Al desasosiego contribuyen, quiérase o no, tanto las instituciones públicas —que la pandemia ha colocado ante todas sus contradicciones— como el sistema de comunicación masiva propio de la era digital. La infinita información se acerca a menudo a la gran desinformación. Afirmar no es informar, del mismo modo que hay una diferencia entre informar y opinar. Las redes son el reino de las afirmaciones sin garantía alguna de credibilidad o solvencia. Y las webs con reconocimiento y los medios de información más convencionales borran con demasiada facilidad la distancia entre la noticia y lo que se piensa de ella. Dicho de otro modo, la información está dopada de opinión, marcando cualquier experiencia con el sello de la parcialidad. Y en el balance son los discursos más alarmantes los que tienen premio. Cuesta que se imponga la serenidad.

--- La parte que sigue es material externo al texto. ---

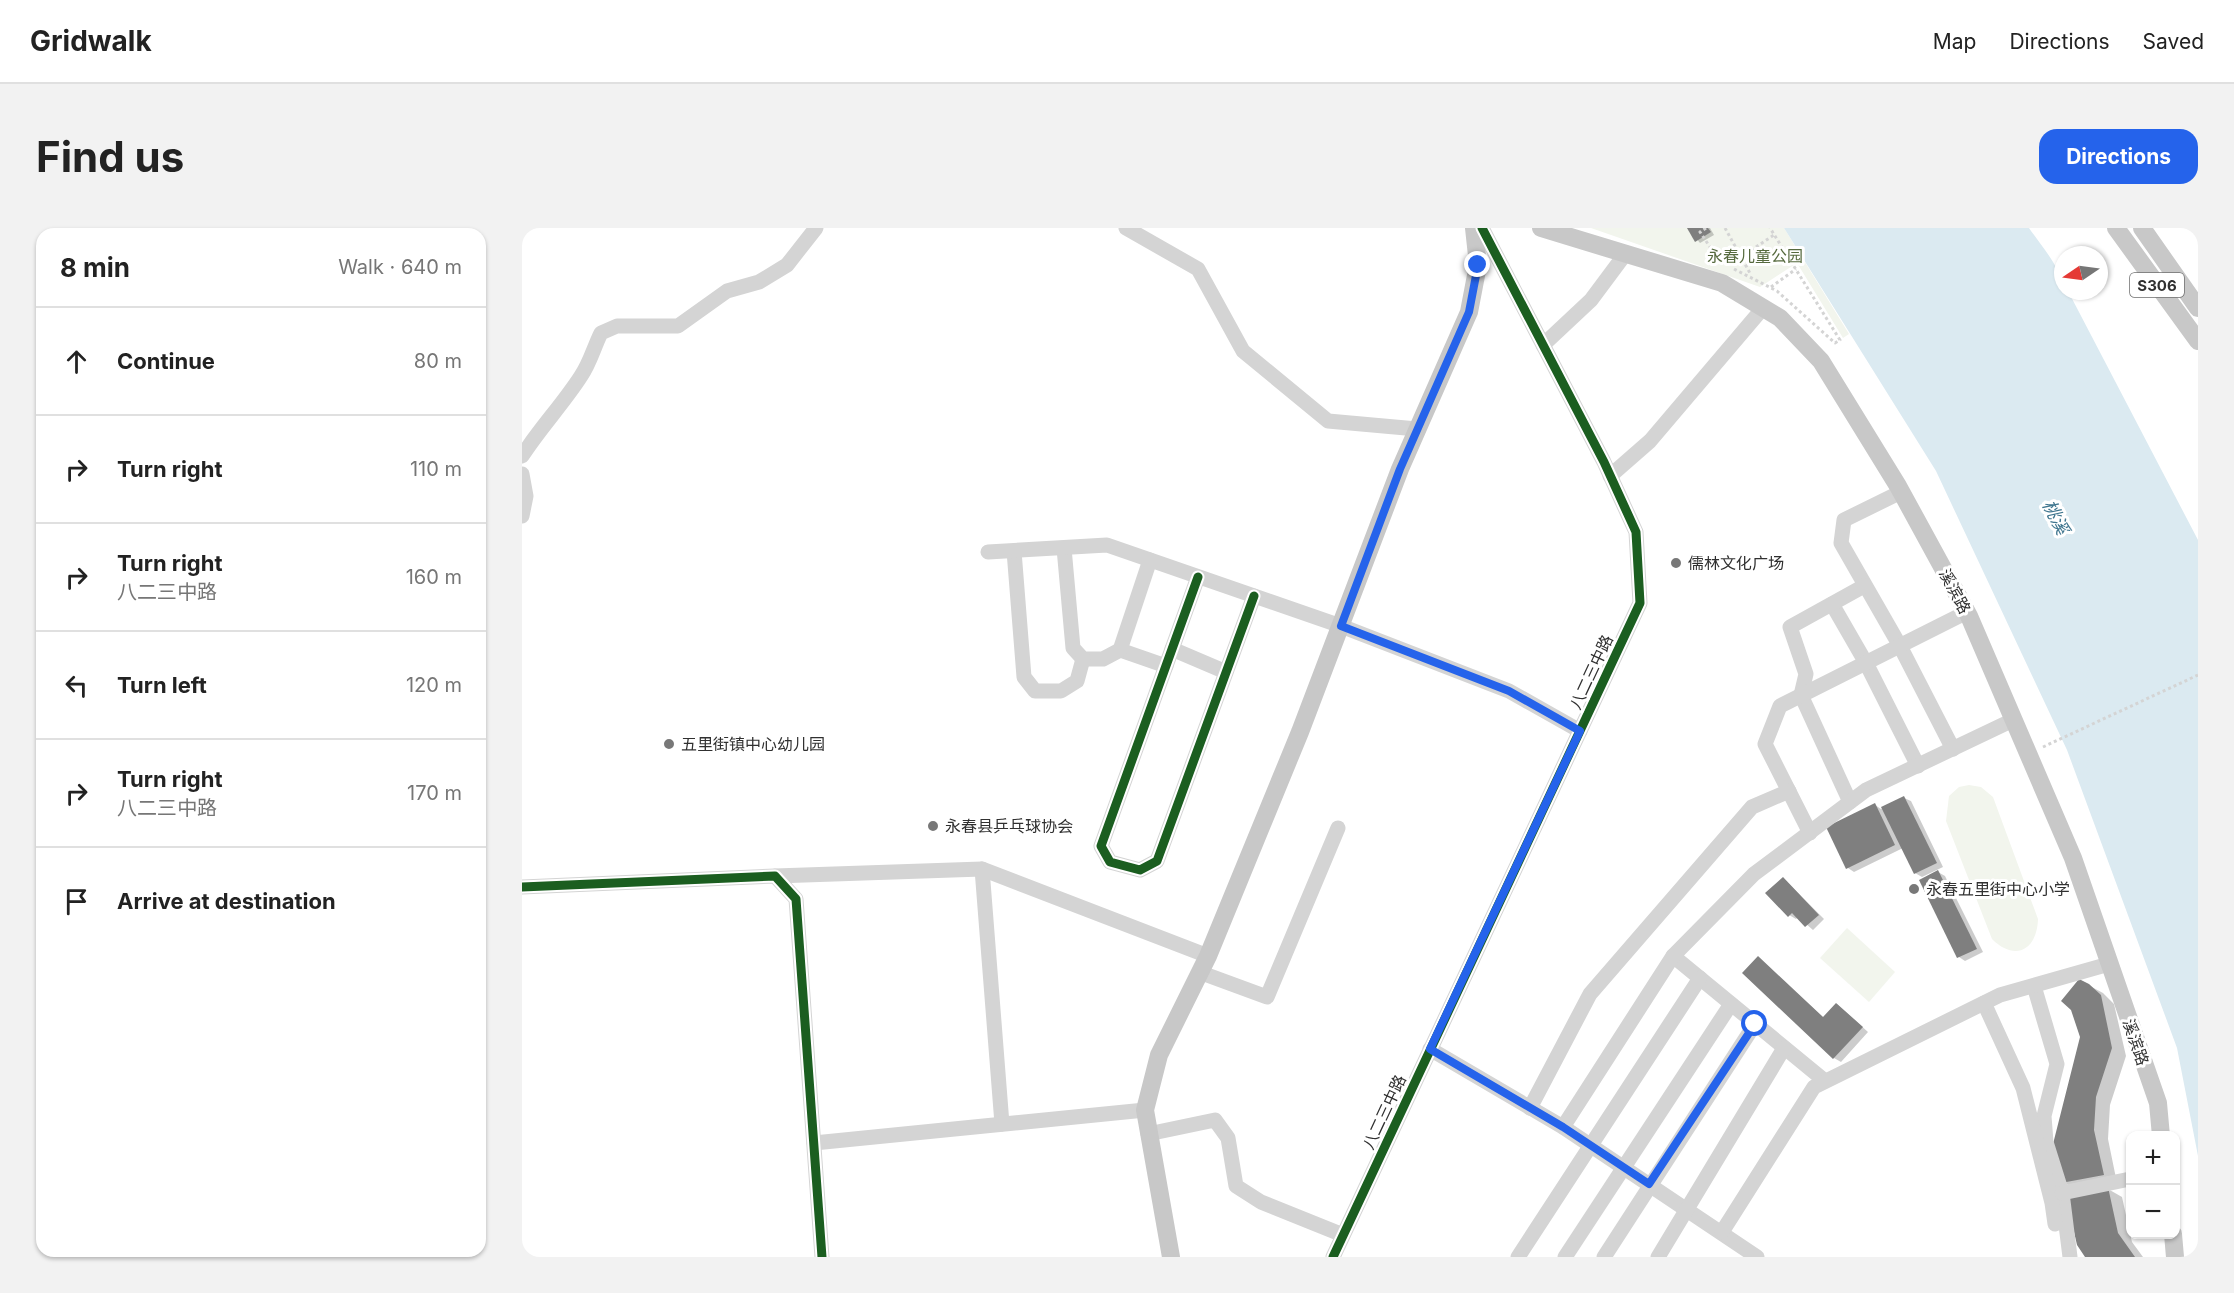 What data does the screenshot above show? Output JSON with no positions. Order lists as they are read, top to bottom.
{
  "streets": {
    "main road": ["S306", "溪滨路"],
    "street": ["八二三中路"]
  },
  "water": ["桃溪"],
  "parks": ["永春儿童公园"],
  "places": [
    "儒林文化广场",
    "五里街镇中心幼儿园",
    "永春县乒乓球协会",
    "永春五里街中心小学"
  ],
  "north": "left",
  "page": {
    "header": "Gridwalk",
    "nav": ["Map", "Directions", "Saved"],
    "buttons": "Directions",
    "title": "Find us",
    "heading": ["8 min", "Walk · 640 m"],
    "list": [
      ["Continue", "80 m"],
      ["Turn right", "110 m"],
      ["Turn right", "八二三中路", "160 m"],
      ["Turn left", "120 m"],
      ["Turn right", "八二三中路", "170 m"],
      "Arrive at destination"
    ],
    "map_buttons": ["+", "−"]
  }
}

La inseguridad de los gobernantes —con muy raras excepciones— se ha puesto de manifiesto esta vez cargando en los expertos científicos y sanitarios el peso de sus decisiones, generando en este sentido una peligrosa confusión, porque curar y gobernar son dos cosas distintas. La otra forma compensatoria de la impotencia en que les ha pillado la pandemia ha sido utilizarla patéticamente en la refriega política. La tarea de controlar la gestión gubernamental por parte de la oposición o de defender sus competencias por parte de las comunidades autónomas en vez de moverse en el terreno de la crítica con voluntad cooperativa, se ha extraviado en peleas barriobajeras y en patéticas especulaciones con los muertos. Dice un amigo, que la fuerza de Pedro Sánchez está en que es especialista en surfear sobre olas que no han sido creadas por él. El secreto está en las olas.